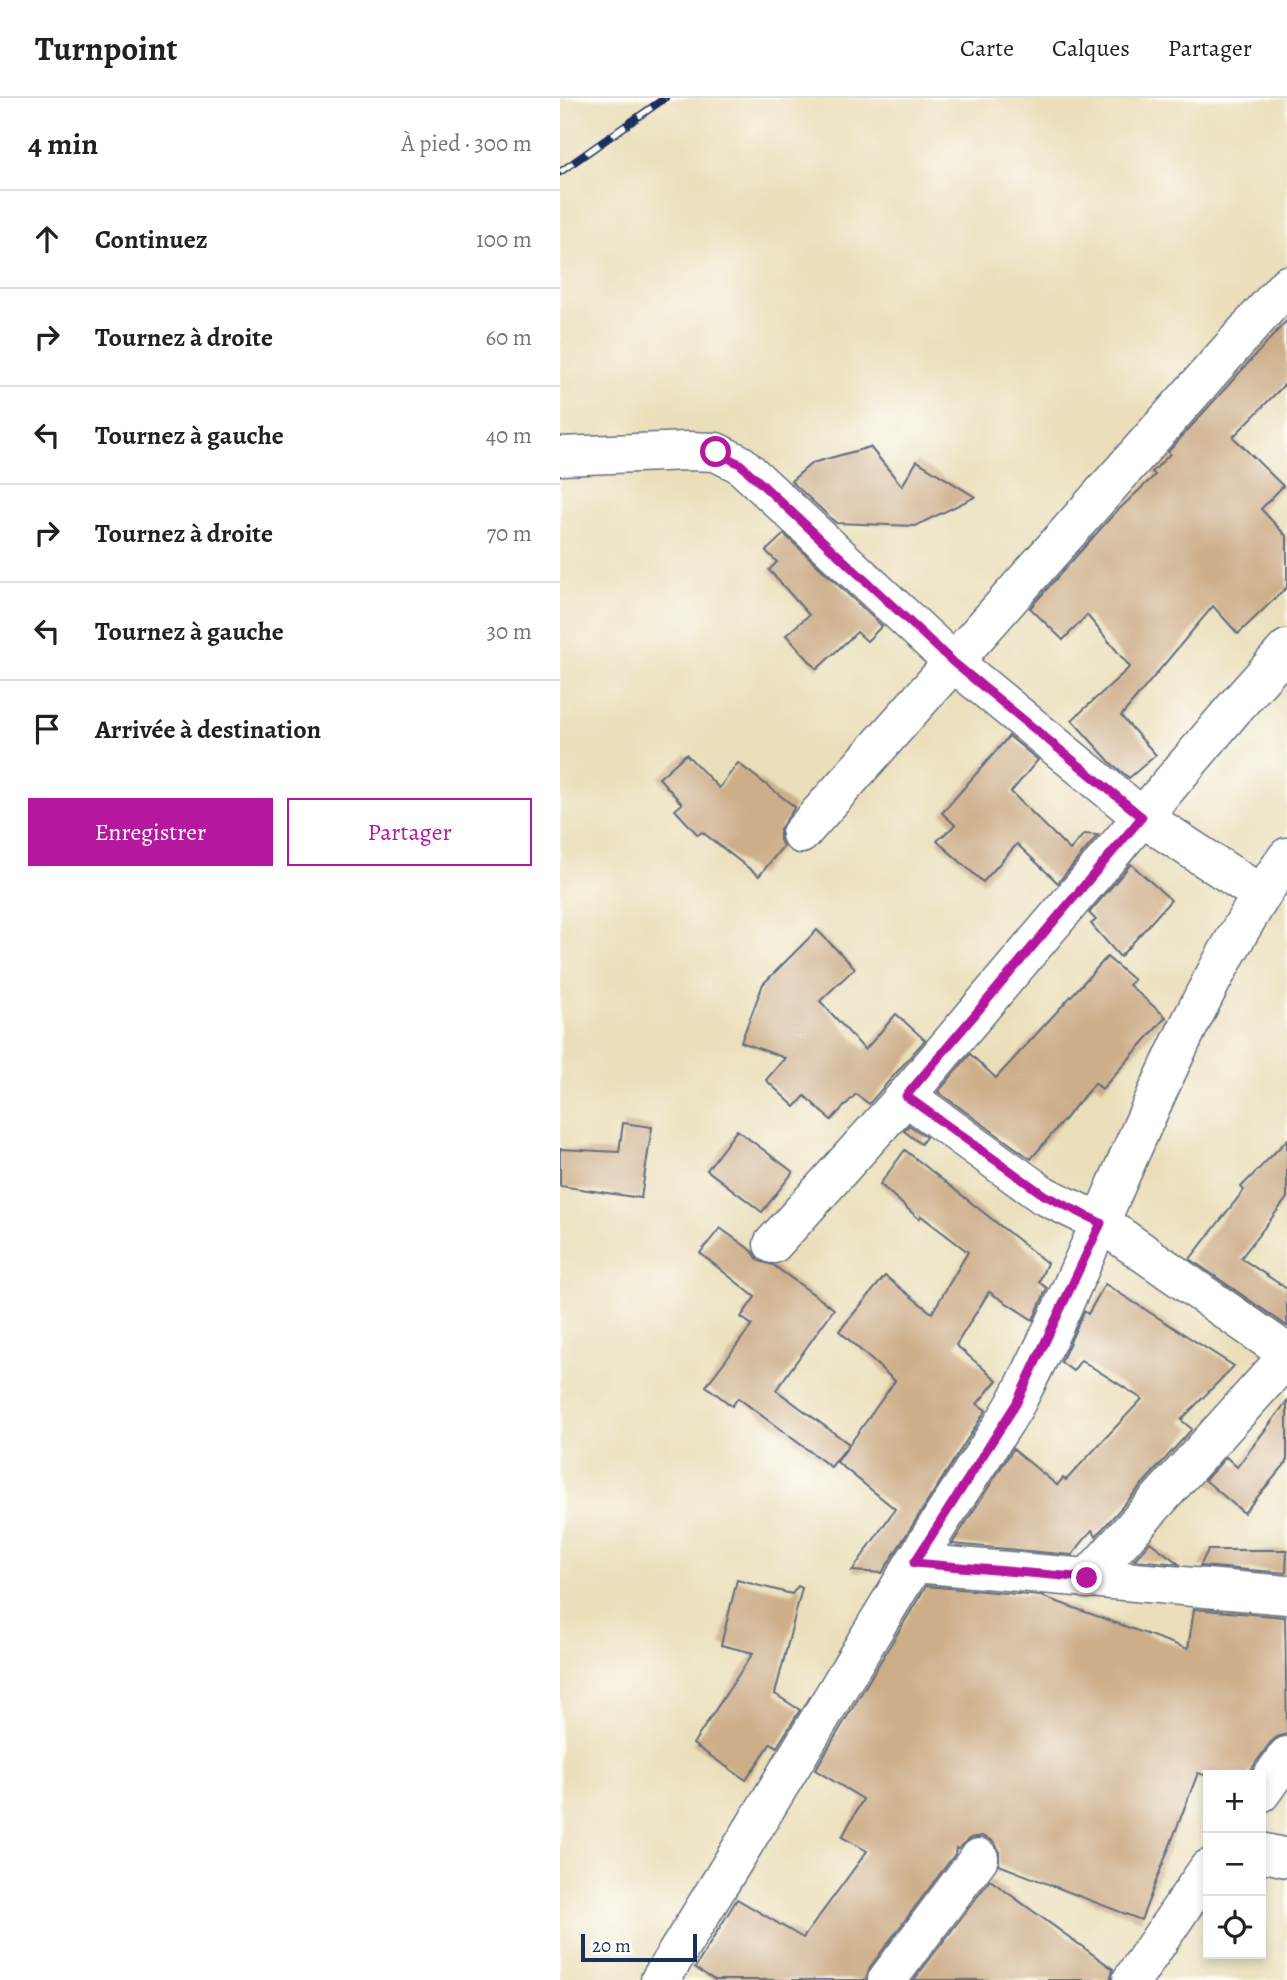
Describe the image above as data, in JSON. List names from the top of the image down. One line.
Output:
{"scale_bar":"20 m","page":{"header":"Turnpoint","nav":["Carte","Calques","Partager"],"heading":["4 min","À pied · 300 m"],"list":[["Continuez","100 m"],["Tournez à droite","60 m"],["Tournez à gauche","40 m"],["Tournez à droite","70 m"],["Tournez à gauche","30 m"],"Arrivée à destination"],"buttons":["Enregistrer","Partager"],"map_buttons":["+","−"],"scale":"20 m"}}
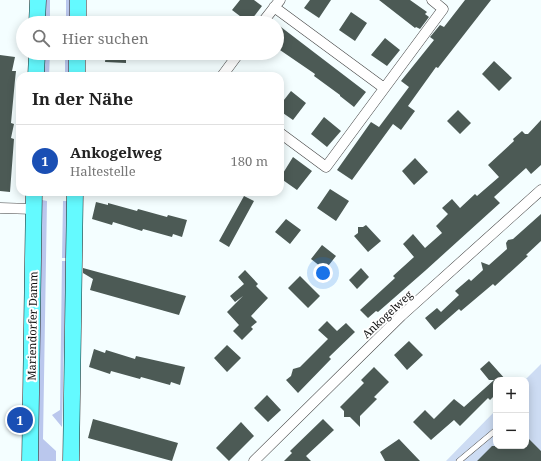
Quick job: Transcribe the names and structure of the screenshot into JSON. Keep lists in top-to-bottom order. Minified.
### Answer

·····

## YOUR GOAL
Quote, please, every line of the material above from its start through the line that has "Quick job: Transcribe", reproducing the words exactly and dropping any images.

## RESPONSE AREA
Describe the image above as data, in JSON. List names from the top of the image down. One line.
Output:
{"scale_bar":"20 m","page":{"header":"Turnpoint","nav":["Carte","Calques","Partager"],"heading":["4 min","À pied · 300 m"],"list":[["Continuez","100 m"],["Tournez à droite","60 m"],["Tournez à gauche","40 m"],["Tournez à droite","70 m"],["Tournez à gauche","30 m"],"Arrivée à destination"],"buttons":["Enregistrer","Partager"],"map_buttons":["+","−"],"scale":"20 m"}}
Quick job: Transcribe the names and structure of the screenshot into JSON. Keep lists in top-to-bottom order. Minified.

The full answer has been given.